/---

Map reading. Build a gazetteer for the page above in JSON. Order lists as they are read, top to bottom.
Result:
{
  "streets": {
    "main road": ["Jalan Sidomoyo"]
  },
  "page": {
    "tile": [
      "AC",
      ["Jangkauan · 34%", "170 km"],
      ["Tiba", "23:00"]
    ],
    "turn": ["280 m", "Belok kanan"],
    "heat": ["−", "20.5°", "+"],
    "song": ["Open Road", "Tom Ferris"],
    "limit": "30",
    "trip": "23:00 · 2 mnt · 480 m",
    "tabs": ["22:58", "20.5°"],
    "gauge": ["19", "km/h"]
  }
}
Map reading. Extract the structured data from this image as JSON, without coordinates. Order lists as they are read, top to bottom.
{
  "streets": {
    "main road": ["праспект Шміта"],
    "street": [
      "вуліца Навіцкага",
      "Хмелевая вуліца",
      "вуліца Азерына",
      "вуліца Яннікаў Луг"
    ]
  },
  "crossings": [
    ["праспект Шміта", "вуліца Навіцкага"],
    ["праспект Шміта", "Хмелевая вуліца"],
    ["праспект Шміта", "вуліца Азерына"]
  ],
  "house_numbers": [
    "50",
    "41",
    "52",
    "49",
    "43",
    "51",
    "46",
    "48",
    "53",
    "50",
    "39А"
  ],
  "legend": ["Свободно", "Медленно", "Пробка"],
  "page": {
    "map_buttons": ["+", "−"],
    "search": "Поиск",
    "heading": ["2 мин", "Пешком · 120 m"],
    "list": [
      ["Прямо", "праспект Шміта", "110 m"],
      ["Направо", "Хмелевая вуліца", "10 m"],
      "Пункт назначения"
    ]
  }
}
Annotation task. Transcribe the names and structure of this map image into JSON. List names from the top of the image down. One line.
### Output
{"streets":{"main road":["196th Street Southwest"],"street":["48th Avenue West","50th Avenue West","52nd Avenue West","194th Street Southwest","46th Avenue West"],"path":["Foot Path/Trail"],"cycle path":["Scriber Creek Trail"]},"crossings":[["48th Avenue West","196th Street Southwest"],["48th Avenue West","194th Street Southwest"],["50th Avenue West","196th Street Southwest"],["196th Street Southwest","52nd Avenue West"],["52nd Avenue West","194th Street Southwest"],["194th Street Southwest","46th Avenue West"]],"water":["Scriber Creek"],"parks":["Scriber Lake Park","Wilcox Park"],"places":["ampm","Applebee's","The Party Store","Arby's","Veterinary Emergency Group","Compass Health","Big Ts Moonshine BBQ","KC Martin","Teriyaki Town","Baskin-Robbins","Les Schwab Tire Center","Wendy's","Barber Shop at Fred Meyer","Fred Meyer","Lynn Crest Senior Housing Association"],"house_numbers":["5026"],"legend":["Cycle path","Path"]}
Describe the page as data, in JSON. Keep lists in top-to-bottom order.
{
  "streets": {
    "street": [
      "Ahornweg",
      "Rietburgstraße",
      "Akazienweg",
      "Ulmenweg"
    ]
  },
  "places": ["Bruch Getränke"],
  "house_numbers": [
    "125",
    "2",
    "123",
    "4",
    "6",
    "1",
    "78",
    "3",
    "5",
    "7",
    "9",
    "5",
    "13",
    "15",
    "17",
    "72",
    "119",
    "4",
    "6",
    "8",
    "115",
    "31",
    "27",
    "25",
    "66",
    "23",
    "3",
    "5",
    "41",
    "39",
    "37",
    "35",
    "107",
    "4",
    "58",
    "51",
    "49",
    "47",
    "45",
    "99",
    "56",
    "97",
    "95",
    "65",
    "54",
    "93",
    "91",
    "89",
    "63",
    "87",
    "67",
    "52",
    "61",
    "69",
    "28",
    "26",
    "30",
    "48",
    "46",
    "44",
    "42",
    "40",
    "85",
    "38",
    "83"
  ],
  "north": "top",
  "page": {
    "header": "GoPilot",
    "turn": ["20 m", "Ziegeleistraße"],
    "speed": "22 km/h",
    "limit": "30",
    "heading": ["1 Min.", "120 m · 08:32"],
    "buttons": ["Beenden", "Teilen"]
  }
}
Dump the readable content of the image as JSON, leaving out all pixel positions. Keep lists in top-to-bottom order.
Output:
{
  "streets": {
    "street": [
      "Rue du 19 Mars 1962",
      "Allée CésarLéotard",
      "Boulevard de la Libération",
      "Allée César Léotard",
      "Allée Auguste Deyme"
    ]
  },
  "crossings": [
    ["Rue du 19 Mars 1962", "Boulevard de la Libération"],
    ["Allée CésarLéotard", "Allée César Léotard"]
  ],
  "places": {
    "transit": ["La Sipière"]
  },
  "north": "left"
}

\---

### What the task requires:
All entries must be repeated verbatim.

### Output below:
Map reading. Build a gazetteer for the page above in JSON. Order lists as they are read, top to bottom.
Result:
{
  "streets": {
    "main road": ["Jalan Sidomoyo"]
  },
  "page": {
    "tile": [
      "AC",
      ["Jangkauan · 34%", "170 km"],
      ["Tiba", "23:00"]
    ],
    "turn": ["280 m", "Belok kanan"],
    "heat": ["−", "20.5°", "+"],
    "song": ["Open Road", "Tom Ferris"],
    "limit": "30",
    "trip": "23:00 · 2 mnt · 480 m",
    "tabs": ["22:58", "20.5°"],
    "gauge": ["19", "km/h"]
  }
}
Map reading. Extract the structured data from this image as JSON, without coordinates. Order lists as they are read, top to bottom.
{
  "streets": {
    "main road": ["праспект Шміта"],
    "street": [
      "вуліца Навіцкага",
      "Хмелевая вуліца",
      "вуліца Азерына",
      "вуліца Яннікаў Луг"
    ]
  },
  "crossings": [
    ["праспект Шміта", "вуліца Навіцкага"],
    ["праспект Шміта", "Хмелевая вуліца"],
    ["праспект Шміта", "вуліца Азерына"]
  ],
  "house_numbers": [
    "50",
    "41",
    "52",
    "49",
    "43",
    "51",
    "46",
    "48",
    "53",
    "50",
    "39А"
  ],
  "legend": ["Свободно", "Медленно", "Пробка"],
  "page": {
    "map_buttons": ["+", "−"],
    "search": "Поиск",
    "heading": ["2 мин", "Пешком · 120 m"],
    "list": [
      ["Прямо", "праспект Шміта", "110 m"],
      ["Направо", "Хмелевая вуліца", "10 m"],
      "Пункт назначения"
    ]
  }
}
Annotation task. Transcribe the names and structure of this map image into JSON. List names from the top of the image down. One line.
### Output
{"streets":{"main road":["196th Street Southwest"],"street":["48th Avenue West","50th Avenue West","52nd Avenue West","194th Street Southwest","46th Avenue West"],"path":["Foot Path/Trail"],"cycle path":["Scriber Creek Trail"]},"crossings":[["48th Avenue West","196th Street Southwest"],["48th Avenue West","194th Street Southwest"],["50th Avenue West","196th Street Southwest"],["196th Street Southwest","52nd Avenue West"],["52nd Avenue West","194th Street Southwest"],["194th Street Southwest","46th Avenue West"]],"water":["Scriber Creek"],"parks":["Scriber Lake Park","Wilcox Park"],"places":["ampm","Applebee's","The Party Store","Arby's","Veterinary Emergency Group","Compass Health","Big Ts Moonshine BBQ","KC Martin","Teriyaki Town","Baskin-Robbins","Les Schwab Tire Center","Wendy's","Barber Shop at Fred Meyer","Fred Meyer","Lynn Crest Senior Housing Association"],"house_numbers":["5026"],"legend":["Cycle path","Path"]}
Describe the page as data, in JSON. Keep lists in top-to-bottom order.
{
  "streets": {
    "street": [
      "Ahornweg",
      "Rietburgstraße",
      "Akazienweg",
      "Ulmenweg"
    ]
  },
  "places": ["Bruch Getränke"],
  "house_numbers": [
    "125",
    "2",
    "123",
    "4",
    "6",
    "1",
    "78",
    "3",
    "5",
    "7",
    "9",
    "5",
    "13",
    "15",
    "17",
    "72",
    "119",
    "4",
    "6",
    "8",
    "115",
    "31",
    "27",
    "25",
    "66",
    "23",
    "3",
    "5",
    "41",
    "39",
    "37",
    "35",
    "107",
    "4",
    "58",
    "51",
    "49",
    "47",
    "45",
    "99",
    "56",
    "97",
    "95",
    "65",
    "54",
    "93",
    "91",
    "89",
    "63",
    "87",
    "67",
    "52",
    "61",
    "69",
    "28",
    "26",
    "30",
    "48",
    "46",
    "44",
    "42",
    "40",
    "85",
    "38",
    "83"
  ],
  "north": "top",
  "page": {
    "header": "GoPilot",
    "turn": ["20 m", "Ziegeleistraße"],
    "speed": "22 km/h",
    "limit": "30",
    "heading": ["1 Min.", "120 m · 08:32"],
    "buttons": ["Beenden", "Teilen"]
  }
}
Dump the readable content of the image as JSON, leaving out all pixel positions. Keep lists in top-to-bottom order.
Output:
{
  "streets": {
    "street": [
      "Rue du 19 Mars 1962",
      "Allée CésarLéotard",
      "Boulevard de la Libération",
      "Allée César Léotard",
      "Allée Auguste Deyme"
    ]
  },
  "crossings": [
    ["Rue du 19 Mars 1962", "Boulevard de la Libération"],
    ["Allée CésarLéotard", "Allée César Léotard"]
  ],
  "places": {
    "transit": ["La Sipière"]
  },
  "north": "left"
}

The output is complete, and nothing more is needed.